Smooth supersaturated models (SSM) are polynomial models with more terms than there are design points, with the model coefficients selected as thoe that produce the model that minimizes the roughness. Formally, let d = (d1, …, dn)T be a vector of n design points (with no replicated points) in d factors and let y = (y1, …, yn)T be a vector of associated observations. Let f(x) be an N × 1 vector containing a set of linearly independent polynomials with N > n. The smooth supersaturated model is defined as s(x) = f(x)Tθ, with θ being the coefficient vector such that for all i ∈ 1, …, n we have s(xi) = yi and $$\int_{\mathcal X}\sum_{i,j}\frac{\partial s(x)}{\partial x_i \partial x_j}^2~\mathrm dx$$ is minimised.
Smooth supersaturated models are are spline-like models and converge to splines as N → ∞. The polynomial nature of the model means that sensitivity indices are computed analytically from the coefficient vector θ.
The SSM
package defines an S4 class called
"SSM"
which contains all the information regarding the
model basis f(x), the
coefficient vector θ as well
as numerous other information regarding the model such as sensititivity
indices and estimated metamodel error. The main function provided by the
SSM
package is fit.ssm
and this is used to
construct smooth supersaturated models and analyze them as follows:
design <- seq(-1, 1, 0.25)
responses <- sapply(design, "^", 2)
s <- fit.ssm(design, responses)
s
## Smooth supersaturated model in d=1 variables with N=29 terms over design of n=9 points.
## Smoothness measure Psi_2=7.423354
Also included are methods to plot SSM and predict with SSM.

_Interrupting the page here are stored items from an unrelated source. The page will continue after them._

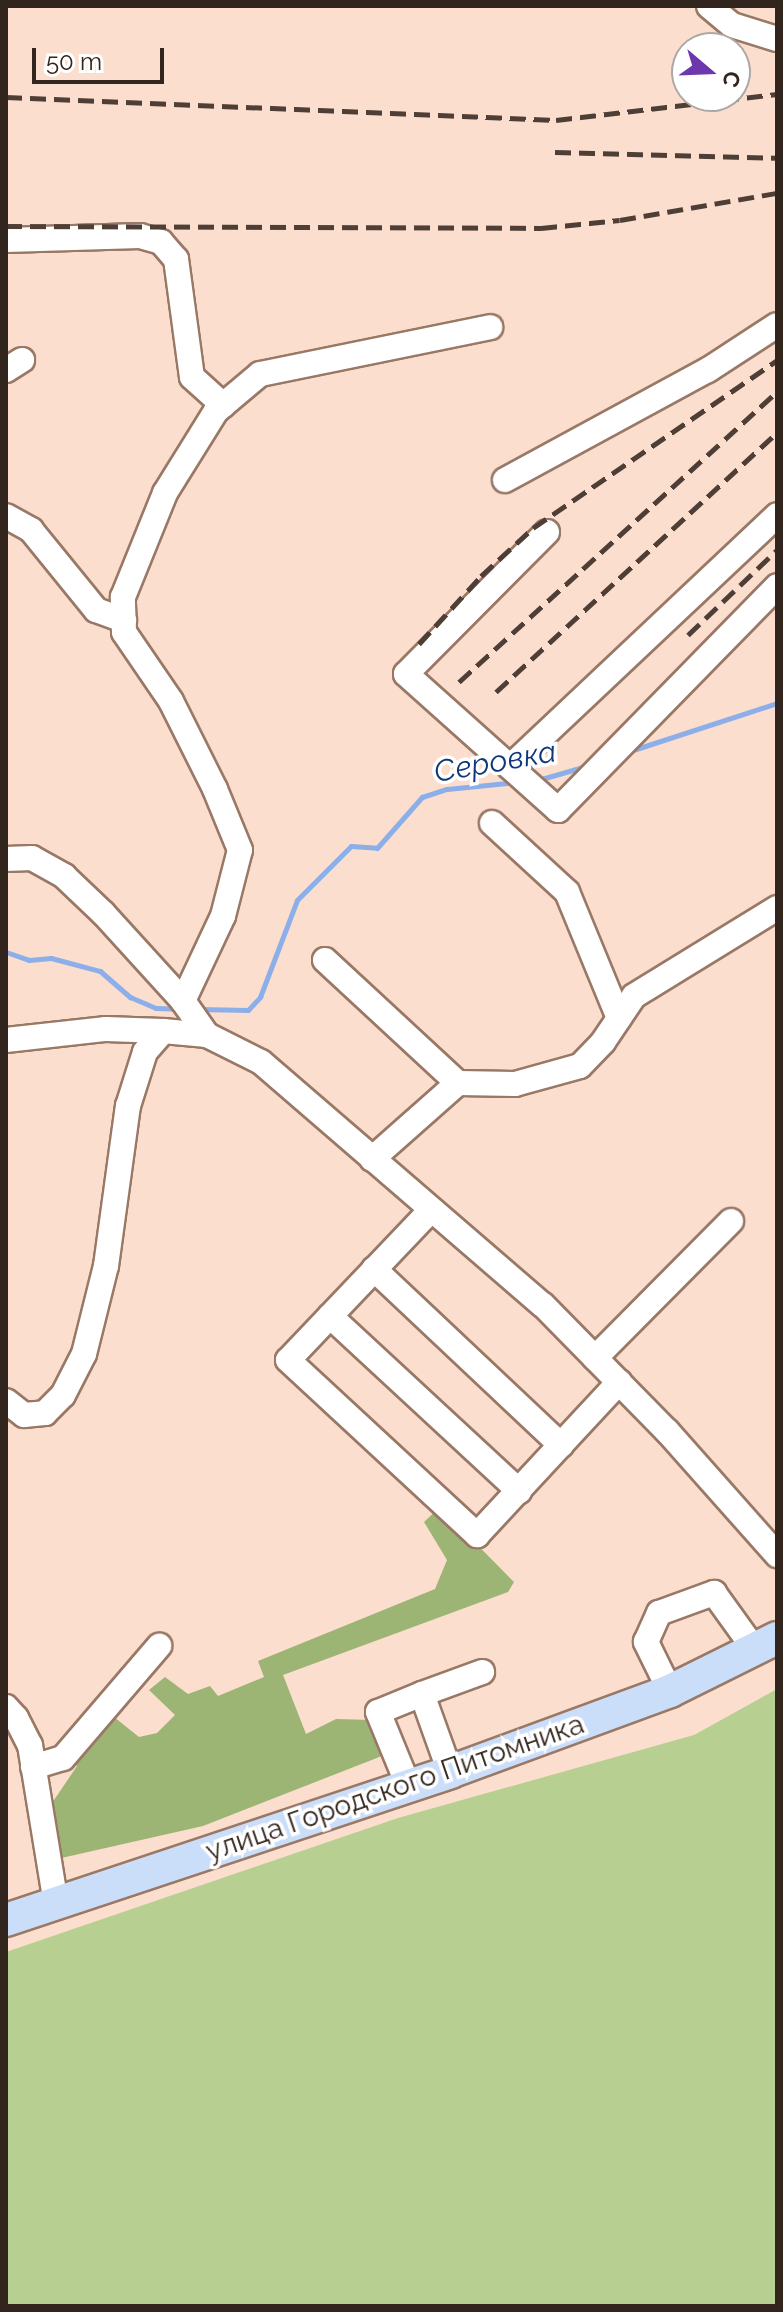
<!DOCTYPE html>
<meta charset="utf-8">
<style>
body{margin:0}
#map{position:relative;width:783px;height:2312px;overflow:hidden;background:#fcdecf;font-family:Raleway,sans-serif}
div>[style]{position:absolute}
[style*='--x']{left:calc(var(--x)*1px);top:calc(var(--y)*1px);width:calc(var(--w)*1px);rotate:calc(var(--a)*1deg)}
.green>*{inset:0;background:#b7d091}
.forest>*{inset:0;background:#9cb574}
.stream>*{height:5px;margin:-2.5px;padding:0 2.5px;transform-origin:2.5px;border-radius:2.5px;background:#8cafe9}
.roads{filter:drop-shadow(2px 0 #997866) drop-shadow(-2px 0 #997866) drop-shadow(0 2px #997866) drop-shadow(0 -2px #997866)}
.minor>*{height:24px;margin:-12px;padding:0 12px;transform-origin:12px;border-radius:12px;background:#fff}
.major>*{height:32px;margin:-16px;padding:0 16px;transform-origin:16px;border-radius:16px;background:#cbdef9}
.rail>*{height:5px;margin-top:-2.5px;transform-origin:0;background:repeating-linear-gradient(90deg,#4e3e35 0 16px,transparent 0 24px)}
span{translate:-50% -50%;white-space:nowrap;text-align:center;line-height:1.15;-webkit-text-stroke:7px #fff;paint-order:stroke}
.street-label{font-size:28px;color:#32251d}
.water-label{font-size:30px;color:#0f387b;font-style:italic}
.frame{position:absolute;inset:0;border:8px solid #32251d;pointer-events:none}
.north{position:absolute;left:671px;top:32px;width:80px;height:80px;box-sizing:border-box;background:#fff;border:2px solid #ada8a5;border-radius:50%;rotate:109deg;font-size:22px;font-weight:700;line-height:32px;text-align:center;color:#32251d}
.north::after{content:'';display:block;margin:auto;width:28px;height:36px;background:#6d37ae;clip-path:polygon(50% 0,100% 100%,50% 72%,0 100%)}
.scale{position:absolute;left:32px;top:48px;width:132px;height:36px;box-sizing:border-box;border:4px solid #32251d;border-top:0;padding-left:10px;font-size:24px;line-height:28px;white-space:nowrap;color:#32251d;-webkit-text-stroke:6px #fff;paint-order:stroke}
</style>
<div id="map">
<div class="green">
<i style="clip-path:polygon(777px 1689px,777px 2306px,6px 2306px,6px 1952px,398px 1818px,694px 1735px)"></i>
</div>
<div class="forest">
<i style="clip-path:polygon(440px 1507px,514px 1582px,508px 1592px,283px 1675px,306px 1734px,336px 1719px,372px 1720px,387px 1754px,203px 1826px,57px 1859px,48px 1809px,77px 1766px,70px 1756px,109px 1713px,139px 1737px,157px 1733px,175px 1715px,149px 1690px,165px 1677px,188px 1694px,210px 1686px,218px 1696px,264px 1677px,258px 1661px,435px 1589px,447px 1560px,424px 1522px)"></i>
</div>
<div class="stream">
<i style="--x:630;--y:751;--w:155;--a:-18.1"></i>
<i style="--x:538;--y:780;--w:54;--a:-16.1"></i>
<i style="--x:6;--y:952;--w:24;--a:19"></i>
<i style="--x:29;--y:960;--w:22;--a:-5"></i>
<i style="--x:51;--y:958;--w:51;--a:14.9"></i>
<i style="--x:100;--y:971;--w:40;--a:41"></i>
<i style="--x:130;--y:997;--w:28;--a:23"></i>
<i style="--x:156;--y:1008;--w:24;--a:2"></i>
<i style="--x:198;--y:1009;--w:50;--a:1.1"></i>
<i style="--x:248;--y:1010;--w:18;--a:-47"></i>
<i style="--x:260;--y:997;--w:104;--a:-69.1"></i>
<i style="--x:297;--y:900;--w:76;--a:-45"></i>
<i style="--x:351;--y:846;--w:26;--a:4"></i>
<i style="--x:377;--y:848;--w:68;--a:-48.6"></i>
<i style="--x:422;--y:797;--w:26;--a:-18"></i>
<i style="--x:447;--y:789;--w:69;--a:-5.8"></i>
</div>
<div class="roads">
<div class="minor">
<i style="--x:709;--y:6;--w:30;--a:40"></i>
<i style="--x:732;--y:25;--w:47;--a:17.3"></i>
<i style="--x:6;--y:240;--w:134;--a:-1.7"></i>
<i style="--x:140;--y:236;--w:22;--a:16"></i>
<i style="--x:161;--y:242;--w:23;--a:49"></i>
<i style="--x:176;--y:259;--w:119;--a:82.3"></i>
<i style="--x:192;--y:377;--w:42;--a:42.1"></i>
<i style="--x:6;--y:370;--w:19;--a:-32"></i>
<i style="--x:505;--y:480;--w:231;--a:-28.5"></i>
<i style="--x:708;--y:370;--w:82;--a:-33.1"></i>
<i style="--x:6;--y:516;--w:29;--a:29"></i>
<i style="--x:31;--y:530;--w:103;--a:50.9"></i>
<i style="--x:96;--y:610;--w:30;--a:20"></i>
<i style="--x:547;--y:532;--w:200;--a:134.8"></i>
<i style="--x:406;--y:674;--w:204;--a:41.8"></i>
<i style="--x:558;--y:810;--w:313;--a:-45.6"></i>
<i style="--x:510;--y:767;--w:367;--a:-43.3"></i>
<i style="--x:492;--y:823;--w:102;--a:42.6"></i>
<i style="--x:567;--y:892;--w:136;--a:67.6"></i>
<i style="--x:6;--y:859;--w:26;--a:-2"></i>
<i style="--x:32;--y:858;--w:37;--a:29"></i>
<i style="--x:64;--y:876;--w:54;--a:43.5"></i>
<i style="--x:103;--y:913;--w:119;--a:47.7"></i>
<i style="--x:183;--y:1001;--w:42;--a:54.8"></i>
<i style="--x:207;--y:1035;--w:60;--a:26.6"></i>
<i style="--x:261;--y:1062;--w:372;--a:40.8"></i>
<i style="--x:543;--y:1305;--w:177;--a:45.5"></i>
<i style="--x:667;--y:1431;--w:166;--a:48.4"></i>
<i style="--x:325;--y:960;--w:181;--a:42.8"></i>
<i style="--x:458;--y:1083;--w:57;--a:1"></i>
<i style="--x:515;--y:1084;--w:67;--a:-15.5"></i>
<i style="--x:580;--y:1066;--w:33;--a:-46"></i>
<i style="--x:603;--y:1042;--w:55;--a:-56"></i>
<i style="--x:634;--y:996;--w:168;--a:-31.6"></i>
<i style="--x:183;--y:1001;--w:94;--a:-64.8"></i>
<i style="--x:223;--y:916;--w:68;--a:-75.6"></i>
<i style="--x:240;--y:850;--w:66;--a:-112.3"></i>
<i style="--x:215;--y:789;--w:98;--a:-116.6"></i>
<i style="--x:171;--y:701;--w:83;--a:-124.3"></i>
<i style="--x:124;--y:632;--w:35;--a:-92"></i>
<i style="--x:123;--y:597;--w:112;--a:-68"></i>
<i style="--x:165;--y:493;--w:97;--a:-58.1"></i>
<i style="--x:216;--y:411;--w:57;--a:-40.1"></i>
<i style="--x:260;--y:374;--w:235;--a:-11.5"></i>
<i style="--x:6;--y:1040;--w:101;--a:-6.3"></i>
<i style="--x:106;--y:1029;--w:57;--a:2"></i>
<i style="--x:372;--y:1159;--w:115;--a:-41.5"></i>
<i style="--x:431;--y:1210;--w:207;--a:133.6"></i>
<i style="--x:288;--y:1360;--w:258;--a:42.8"></i>
<i style="--x:477;--y:1535;--w:209;--a:-47.1"></i>
<i style="--x:374;--y:1269;--w:257;--a:43.3"></i>
<i style="--x:330;--y:1316;--w:258;--a:42.8"></i>
<i style="--x:595;--y:1358;--w:193;--a:-45.2"></i>
<i style="--x:6;--y:1401;--w:23;--a:38"></i>
<i style="--x:24;--y:1415;--w:21;--a:-5"></i>
<i style="--x:45;--y:1413;--w:25;--a:-45"></i>
<i style="--x:63;--y:1395;--w:46;--a:-62.9"></i>
<i style="--x:84;--y:1354;--w:91;--a:-76"></i>
<i style="--x:106;--y:1266;--w:162;--a:-82.2"></i>
<i style="--x:128;--y:1106;--w:57;--a:-72.5"></i>
<i style="--x:145;--y:1052;--w:28;--a:-49"></i>
<i style="--x:163;--y:1031;--w:44;--a:5.2"></i>
<i style="--x:670;--y:1691;--w:55;--a:-116.1"></i>
<i style="--x:646;--y:1642;--w:32;--a:-66"></i>
<i style="--x:659;--y:1613;--w:59;--a:-20"></i>
<i style="--x:714;--y:1593;--w:70;--a:54.3"></i>
<i style="--x:422;--y:1694;--w:64;--a:-20.1"></i>
<i style="--x:6;--y:1707;--w:15;--a:48"></i>
<i style="--x:16;--y:1718;--w:30;--a:63"></i>
<i style="--x:30;--y:1745;--w:160;--a:80.7"></i>
<i style="--x:33;--y:1767;--w:31;--a:-17"></i>
<i style="--x:63;--y:1758;--w:148;--a:-49.4"></i>
<i style="--x:408;--y:1785;--w:79;--a:-112.3"></i>
<i style="--x:378;--y:1712;--w:48;--a:-22.2"></i>
<i style="--x:422;--y:1694;--w:83;--a:70.3"></i>
</div>
<div class="major">
<i style="--x:6;--y:1920;--w:468;--a:-18.4"></i>
<i style="--x:450;--y:1772;--w:234;--a:-20.2"></i>
<i style="--x:670;--y:1691;--w:119;--a:-26.4"></i>
</div>
</div>
<div class="rail">
<i style="--x:6;--y:97;--w:550;--a:2.39"></i>
<i style="--x:556;--y:120;--w:223;--a:-6.7"></i>
<i style="--x:555;--y:152;--w:222;--a:1.5"></i>
<i style="--x:6;--y:226;--w:535;--a:0.21"></i>
<i style="--x:541;--y:228;--w:79;--a:-5.8"></i>
<i style="--x:620;--y:220;--w:158;--a:-9.8"></i>
<i style="--x:688;--y:635;--w:123;--a:-43.7"></i>
<i style="--x:419;--y:644;--w:92;--a:-47.6"></i>
<i style="--x:481;--y:576;--w:71;--a:-42.7"></i>
<i style="--x:533;--y:528;--w:296;--a:-34.5"></i>
<i style="--x:459;--y:682;--w:430;--a:-42.4"></i>
<i style="--x:496;--y:692;--w:382;--a:-42.7"></i>
</div>
<div class="street-label">
<span style="left:395px;top:1788px;rotate:-19deg">улица Городского Питомника</span>
</div>
<div class="water-label">
<span style="left:495px;top:762px;rotate:-10deg">Серовка</span>
</div>
<div class="frame"></div>
<div class="north">С</div>
<div class="scale">50 m</div>
</div>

Additionally, the sensitivity.plot
function is useful
for visually identifying important variables and interactions in the
model. The transform11
function is used to transform
designs to lay within [−1, 1]d, which is
assumed by the default behaviour of fit.ssm
.
In this section we discuss the use of the fit.ssm
function. At it’s most basic level it only needs to be supplied with a
design – a matrix with each design point being a row, or a vector for
one factor data – and a matching vector of responses. It will then
generate an appropriately sized basis and fit a model smoothing over
[−1, 1]d.
The behaviour of fit.ssm
is highly customisable. We
highlight the four most useful options:
basis_size
: This option sets the size N of the generated basis. By
default, when supplied with a dataset of n points in d factors, fit.ssm
will
generate a basis with N = 20 × d + n
polynomial terms. Larger values of N will produce smoother models and
are therefore desirable. However, large values of N come at a computational cost so
the default N is rather
conservative. Also, values too large will result in numeric instability.
It is recommended to plot SSM to check if there are artifacts around the
smoothing region border and reducing N if problems are present.# default behaviour
s <- fit.ssm(design, responses); s
## Smooth supersaturated model in d=1 variables with N=29 terms over design of n=9 points.
## Smoothness measure Psi_2=7.423354
# too large to fit
s100 <- fit.ssm(design, responses, basis_size = 100); s100
## Warning: Unable to fit model due to numeric instability.
## Try reducing the basis size, which is currently 100TRUE
## Smooth supersaturated model in d=1 variables with N=100 terms over design of n=9 points.
## No SSM has been fit.
# instabilty indicated by plot
s70 <- fit.ssm(design, responses, basis_size = 70); s70
## Smooth supersaturated model in d=1 variables with N=70 terms over design of n=9 points.
## Smoothness measure Psi_2=3.429584
plot(s70, main = "70 terms")
s50 <- fit.ssm(design, responses, basis_size = 50); s50
## Smooth supersaturated model in d=1 variables with N=50 terms over design of n=9 points.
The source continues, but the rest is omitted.